What is wanted is an exact copy of the lines from the top of the listing through the line containing "content:''; display:block; margin:auto;".

**SUPPLIED RECORDS**

———

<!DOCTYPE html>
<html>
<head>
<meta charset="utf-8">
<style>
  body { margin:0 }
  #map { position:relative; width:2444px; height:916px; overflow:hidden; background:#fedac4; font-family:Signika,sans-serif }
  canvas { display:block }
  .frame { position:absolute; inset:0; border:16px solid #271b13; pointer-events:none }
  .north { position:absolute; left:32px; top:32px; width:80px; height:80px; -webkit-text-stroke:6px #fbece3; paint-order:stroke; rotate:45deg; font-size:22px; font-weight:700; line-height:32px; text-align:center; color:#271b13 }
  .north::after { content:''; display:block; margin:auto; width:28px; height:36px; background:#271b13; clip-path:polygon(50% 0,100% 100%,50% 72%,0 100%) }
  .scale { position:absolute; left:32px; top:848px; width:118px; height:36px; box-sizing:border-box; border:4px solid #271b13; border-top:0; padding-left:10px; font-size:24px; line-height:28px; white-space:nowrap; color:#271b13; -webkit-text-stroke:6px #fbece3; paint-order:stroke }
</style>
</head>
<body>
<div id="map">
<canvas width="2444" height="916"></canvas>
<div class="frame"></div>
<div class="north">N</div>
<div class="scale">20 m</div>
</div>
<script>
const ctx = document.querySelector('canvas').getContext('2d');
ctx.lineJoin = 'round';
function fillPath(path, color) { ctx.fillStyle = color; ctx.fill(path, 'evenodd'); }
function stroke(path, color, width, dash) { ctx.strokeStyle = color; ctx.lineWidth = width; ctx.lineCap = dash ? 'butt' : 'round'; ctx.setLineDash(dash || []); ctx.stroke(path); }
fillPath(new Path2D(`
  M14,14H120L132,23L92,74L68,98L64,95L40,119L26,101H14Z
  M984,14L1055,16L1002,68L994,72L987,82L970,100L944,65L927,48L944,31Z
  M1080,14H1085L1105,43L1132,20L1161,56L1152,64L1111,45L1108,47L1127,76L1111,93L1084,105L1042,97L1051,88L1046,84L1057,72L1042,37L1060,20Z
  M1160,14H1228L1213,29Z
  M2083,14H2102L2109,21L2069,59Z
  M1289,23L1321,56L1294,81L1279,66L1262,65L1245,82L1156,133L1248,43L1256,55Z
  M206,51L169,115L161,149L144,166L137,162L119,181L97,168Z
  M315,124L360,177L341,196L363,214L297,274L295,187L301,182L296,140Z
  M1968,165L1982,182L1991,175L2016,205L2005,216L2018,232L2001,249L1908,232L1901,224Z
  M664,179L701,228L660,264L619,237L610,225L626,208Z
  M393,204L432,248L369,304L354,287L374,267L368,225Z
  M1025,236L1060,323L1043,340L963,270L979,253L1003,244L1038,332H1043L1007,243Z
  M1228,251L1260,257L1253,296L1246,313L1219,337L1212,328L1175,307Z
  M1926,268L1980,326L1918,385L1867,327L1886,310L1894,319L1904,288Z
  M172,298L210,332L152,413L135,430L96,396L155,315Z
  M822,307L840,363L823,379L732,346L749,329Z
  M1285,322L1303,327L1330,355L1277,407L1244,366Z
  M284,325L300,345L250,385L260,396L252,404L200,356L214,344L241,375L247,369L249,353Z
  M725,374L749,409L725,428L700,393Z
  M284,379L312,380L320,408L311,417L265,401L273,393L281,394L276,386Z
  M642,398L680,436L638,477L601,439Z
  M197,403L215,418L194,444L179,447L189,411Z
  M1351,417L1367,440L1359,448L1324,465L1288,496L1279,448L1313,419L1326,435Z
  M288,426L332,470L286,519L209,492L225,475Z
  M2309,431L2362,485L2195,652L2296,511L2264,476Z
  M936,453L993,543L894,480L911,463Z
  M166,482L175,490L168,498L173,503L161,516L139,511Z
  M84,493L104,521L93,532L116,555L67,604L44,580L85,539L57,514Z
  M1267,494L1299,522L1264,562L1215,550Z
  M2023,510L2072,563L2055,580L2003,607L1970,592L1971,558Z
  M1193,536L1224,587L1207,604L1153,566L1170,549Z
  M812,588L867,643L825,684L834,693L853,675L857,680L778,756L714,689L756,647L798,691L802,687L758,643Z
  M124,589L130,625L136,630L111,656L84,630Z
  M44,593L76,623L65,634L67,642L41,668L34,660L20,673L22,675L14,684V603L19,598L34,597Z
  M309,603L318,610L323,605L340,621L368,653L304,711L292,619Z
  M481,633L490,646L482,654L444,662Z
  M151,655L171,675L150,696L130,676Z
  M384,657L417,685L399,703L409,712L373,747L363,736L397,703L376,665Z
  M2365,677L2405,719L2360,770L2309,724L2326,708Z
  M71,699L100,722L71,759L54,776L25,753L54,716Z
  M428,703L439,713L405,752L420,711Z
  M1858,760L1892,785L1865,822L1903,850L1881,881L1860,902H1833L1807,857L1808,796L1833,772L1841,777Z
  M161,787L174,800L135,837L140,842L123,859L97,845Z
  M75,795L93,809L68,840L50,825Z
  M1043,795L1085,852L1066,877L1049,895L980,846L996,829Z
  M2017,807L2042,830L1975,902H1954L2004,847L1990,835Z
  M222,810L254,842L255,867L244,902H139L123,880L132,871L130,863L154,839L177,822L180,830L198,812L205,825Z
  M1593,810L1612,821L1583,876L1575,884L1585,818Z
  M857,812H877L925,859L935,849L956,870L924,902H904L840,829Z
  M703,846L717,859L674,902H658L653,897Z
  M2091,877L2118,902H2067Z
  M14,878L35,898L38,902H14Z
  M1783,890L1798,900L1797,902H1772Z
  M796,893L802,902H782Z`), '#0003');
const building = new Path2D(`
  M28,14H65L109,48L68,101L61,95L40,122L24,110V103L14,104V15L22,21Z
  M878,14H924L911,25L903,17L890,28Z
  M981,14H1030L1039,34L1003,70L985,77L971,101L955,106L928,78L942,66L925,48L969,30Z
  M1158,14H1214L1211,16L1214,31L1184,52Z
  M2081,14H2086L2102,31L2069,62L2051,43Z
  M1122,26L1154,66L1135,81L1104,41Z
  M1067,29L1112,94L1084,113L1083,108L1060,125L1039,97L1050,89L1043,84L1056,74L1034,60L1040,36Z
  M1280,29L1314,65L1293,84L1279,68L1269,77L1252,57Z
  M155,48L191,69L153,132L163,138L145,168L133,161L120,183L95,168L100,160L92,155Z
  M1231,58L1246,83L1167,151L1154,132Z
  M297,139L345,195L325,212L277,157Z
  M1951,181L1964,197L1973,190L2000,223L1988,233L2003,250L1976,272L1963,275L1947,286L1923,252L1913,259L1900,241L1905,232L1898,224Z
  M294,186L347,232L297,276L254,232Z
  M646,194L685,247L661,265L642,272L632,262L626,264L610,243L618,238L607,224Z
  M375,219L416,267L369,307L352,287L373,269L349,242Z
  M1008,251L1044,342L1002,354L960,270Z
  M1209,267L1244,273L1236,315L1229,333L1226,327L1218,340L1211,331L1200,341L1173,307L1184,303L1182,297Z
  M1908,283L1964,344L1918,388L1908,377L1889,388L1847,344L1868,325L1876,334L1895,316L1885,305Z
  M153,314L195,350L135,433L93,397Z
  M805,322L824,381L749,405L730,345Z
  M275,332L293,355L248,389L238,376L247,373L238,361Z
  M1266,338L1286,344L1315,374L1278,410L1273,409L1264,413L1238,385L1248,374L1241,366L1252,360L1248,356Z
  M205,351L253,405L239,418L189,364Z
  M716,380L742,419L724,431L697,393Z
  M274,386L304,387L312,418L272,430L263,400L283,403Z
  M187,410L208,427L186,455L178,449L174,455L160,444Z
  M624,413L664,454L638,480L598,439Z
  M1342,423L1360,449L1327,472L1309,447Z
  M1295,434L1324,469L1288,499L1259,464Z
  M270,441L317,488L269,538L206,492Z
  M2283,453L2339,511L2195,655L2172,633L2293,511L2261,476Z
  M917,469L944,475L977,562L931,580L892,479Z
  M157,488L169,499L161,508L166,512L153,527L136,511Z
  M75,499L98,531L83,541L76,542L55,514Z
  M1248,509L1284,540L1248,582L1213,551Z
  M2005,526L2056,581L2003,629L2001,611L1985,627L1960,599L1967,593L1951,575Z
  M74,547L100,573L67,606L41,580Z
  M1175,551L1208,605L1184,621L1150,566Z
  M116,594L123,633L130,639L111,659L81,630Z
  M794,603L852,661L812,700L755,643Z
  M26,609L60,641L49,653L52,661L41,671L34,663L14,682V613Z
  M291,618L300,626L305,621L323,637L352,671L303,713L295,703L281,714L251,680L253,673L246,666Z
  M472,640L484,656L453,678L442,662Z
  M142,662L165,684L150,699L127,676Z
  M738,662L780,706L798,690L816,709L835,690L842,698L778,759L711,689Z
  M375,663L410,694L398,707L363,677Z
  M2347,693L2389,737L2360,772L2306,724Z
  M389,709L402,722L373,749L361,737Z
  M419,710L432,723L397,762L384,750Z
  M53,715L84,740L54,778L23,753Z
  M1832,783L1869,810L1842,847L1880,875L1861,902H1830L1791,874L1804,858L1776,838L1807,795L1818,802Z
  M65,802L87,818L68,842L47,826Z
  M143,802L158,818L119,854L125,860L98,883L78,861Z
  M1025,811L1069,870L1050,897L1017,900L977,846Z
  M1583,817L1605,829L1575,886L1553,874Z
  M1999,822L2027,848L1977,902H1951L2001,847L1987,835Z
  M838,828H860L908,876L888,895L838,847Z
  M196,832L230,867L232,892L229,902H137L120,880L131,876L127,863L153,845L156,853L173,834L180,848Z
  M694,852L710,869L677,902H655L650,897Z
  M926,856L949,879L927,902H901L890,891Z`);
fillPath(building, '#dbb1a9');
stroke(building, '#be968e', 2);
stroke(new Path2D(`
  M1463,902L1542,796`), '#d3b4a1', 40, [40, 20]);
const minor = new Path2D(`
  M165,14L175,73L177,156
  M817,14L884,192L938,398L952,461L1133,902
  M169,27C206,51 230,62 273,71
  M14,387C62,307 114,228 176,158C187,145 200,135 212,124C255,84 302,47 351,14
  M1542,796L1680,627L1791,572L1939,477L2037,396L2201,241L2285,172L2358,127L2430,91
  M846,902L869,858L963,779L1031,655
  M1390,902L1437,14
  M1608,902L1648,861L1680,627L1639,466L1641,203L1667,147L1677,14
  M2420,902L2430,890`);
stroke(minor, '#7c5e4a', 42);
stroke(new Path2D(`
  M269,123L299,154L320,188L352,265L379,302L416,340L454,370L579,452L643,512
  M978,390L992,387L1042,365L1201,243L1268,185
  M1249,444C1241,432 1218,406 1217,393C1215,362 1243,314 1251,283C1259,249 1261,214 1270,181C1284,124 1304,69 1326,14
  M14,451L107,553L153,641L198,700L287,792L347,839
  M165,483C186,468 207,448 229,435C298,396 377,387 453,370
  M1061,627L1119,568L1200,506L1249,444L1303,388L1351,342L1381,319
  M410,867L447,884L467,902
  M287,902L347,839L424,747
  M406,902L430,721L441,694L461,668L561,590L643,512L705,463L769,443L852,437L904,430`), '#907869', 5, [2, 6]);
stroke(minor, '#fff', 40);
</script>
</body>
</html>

———

**RESULT**
<!DOCTYPE html>
<html>
<head>
<meta charset="utf-8">
<style>
  body { margin:0 }
  #map { position:relative; width:2444px; height:916px; overflow:hidden; background:#fedac4; font-family:Signika,sans-serif }
  canvas { display:block }
  .frame { position:absolute; inset:0; border:16px solid #271b13; pointer-events:none }
  .north { position:absolute; left:32px; top:32px; width:80px; height:80px; -webkit-text-stroke:6px #fbece3; paint-order:stroke; rotate:45deg; font-size:22px; font-weight:700; line-height:32px; text-align:center; color:#271b13 }
  .north::after { content:''; display:block; margin:auto; width:28px; height:36px; background:#271b13; clip-path:polygon(50% 0,100% 100%,50% 72%,0 100%) }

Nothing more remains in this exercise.